7.Answer: A. The video shows an apical four-chamber view with a severely enlarged right ventricle and reduced systolic function. The left ventricle is underfilled and there is a clear horizontal membrane in the left atrium consistent with cor triatriatum. In the absence of a proximal ASD, a severely obstructed cor triatriatum membrane produces early signs of severe pulmonary venous obstruction. The clinical presentation is similar to the infant with obstructed total anomalous pulmonary venous connection. Cardiovascular collapse, due to RV failure and low cardiac output, may result from unrecognized critical obstruction. Severe pulmonary hypertension is the rule in this situation. In the neonate with severe left atrial obstruction due to this lesion, atrial flutter is very uncommon. Although respiratory symptoms such as tachypnea and respiratory distress are present, these symptoms are due to the obstruction of pulmonary venous return through the restricted membrane rather than pneumonia.
8.Answer: B. A secundum ASD produces characteristic dropout in the central-most portion of the atrial septum. Most defects are relatively elliptical in shape. Assessment from multiple views is needed to fully evaluate the maximum ASD dimensions, septal rims, and relationship of the ASD to surrounding cardiac structures. With the widespread availability of transcatheter device closure of secundum ASD, the echocardiographer plays a critical role in assessment and patient selection for catheter-based therapy. One must also exclude the presence of fenestrations or aneurysmal septal tissue in association with a secundum ASD, although these often remain amenable to device closure. It is very important to rule out any defects that would require surgical attention: 1) primum ASD is typically associated with cleft anterior mitral valve leaflet;, 2) sinus venosus ASD is associated with anomalies of right pulmonary venous return; and 3) coronary sinus ASD is associated with left superior vena cava to the left atrium. None of these are appropriate for consideration of device closure.

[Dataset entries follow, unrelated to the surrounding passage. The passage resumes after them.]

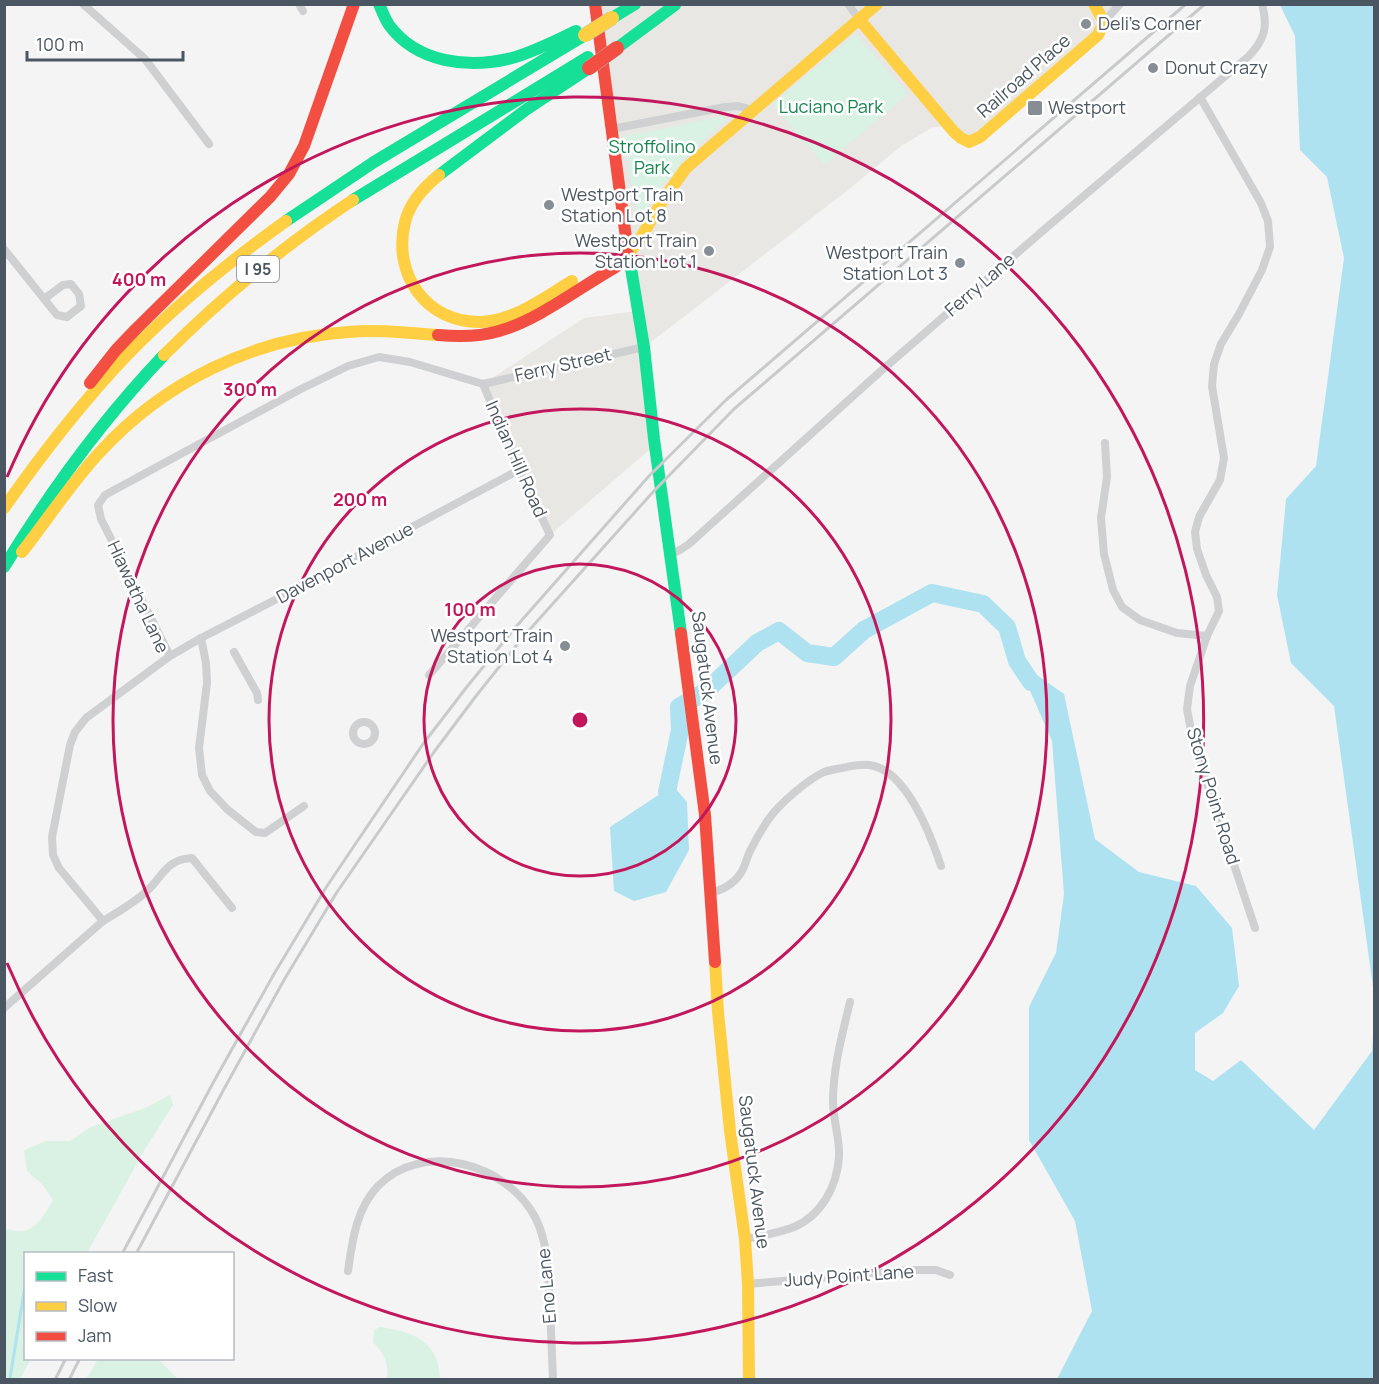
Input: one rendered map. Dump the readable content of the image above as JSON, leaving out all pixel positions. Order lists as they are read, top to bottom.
{
  "streets": {
    "main road": ["Railroad Place", "I 95", "Saugatuck Avenue"],
    "street": [
      "Ferry Lane",
      "Ferry Street",
      "Indian Hill Road",
      "Davenport Avenue",
      "Hiawatha Lane",
      "Stony Point Road",
      "Judy Point Lane",
      "Eno Lane"
    ]
  },
  "crossings": [
    ["Ferry Lane", "Saugatuck Avenue"],
    ["Ferry Lane", "Stony Point Road"],
    ["Ferry Street", "Indian Hill Road"],
    ["Ferry Street", "Hiawatha Lane"],
    ["Ferry Street", "Saugatuck Avenue"],
    ["Indian Hill Road", "Davenport Avenue"],
    ["Indian Hill Road", "Hiawatha Lane"],
    ["Davenport Avenue", "Hiawatha Lane"],
    ["Saugatuck Avenue", "Judy Point Lane"]
  ],
  "parks": ["Luciano Park", "Stroffolino Park"],
  "places": {
    "other": [
      "Deli's Corner",
      "Donut Crazy",
      "Westport Train Station Lot 8",
      "Westport Train Station Lot 1",
      "Westport Train Station Lot 3",
      "Westport Train Station Lot 4"
    ],
    "transit": ["Westport"]
  },
  "legend": ["Fast", "Slow", "Jam"],
  "scale_bar": "100 m",
  "rings": [
    "400 m",
    "300 m",
    "200 m",
    "100 m"
  ]
}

9.Answer: C. A CS ASD is almost always associated with connection of the left SVC to the roof of the LA. It is important to identify the drainage of the left SVC for purposes of surgical intervention. As an adjunct to imaging, an agitated saline injection through an intravenous line in the left arm will demonstrate bubbles appearing initially in the LA and subsequently the RA. If the left SVC is missed or is allowed to remain anomalously connected to the LA following surgical repair of the CS ASD, the patient will have persistent cyanosis due to systemic venous return to the LA.
10.Answer: C. Right-sided chamber enlargement is the hallmark of an atrial level shunt. When seen on echocardiographic imaging, this should prompt a comprehensive evaluation of the atrial septum and definition of pulmonary venous return.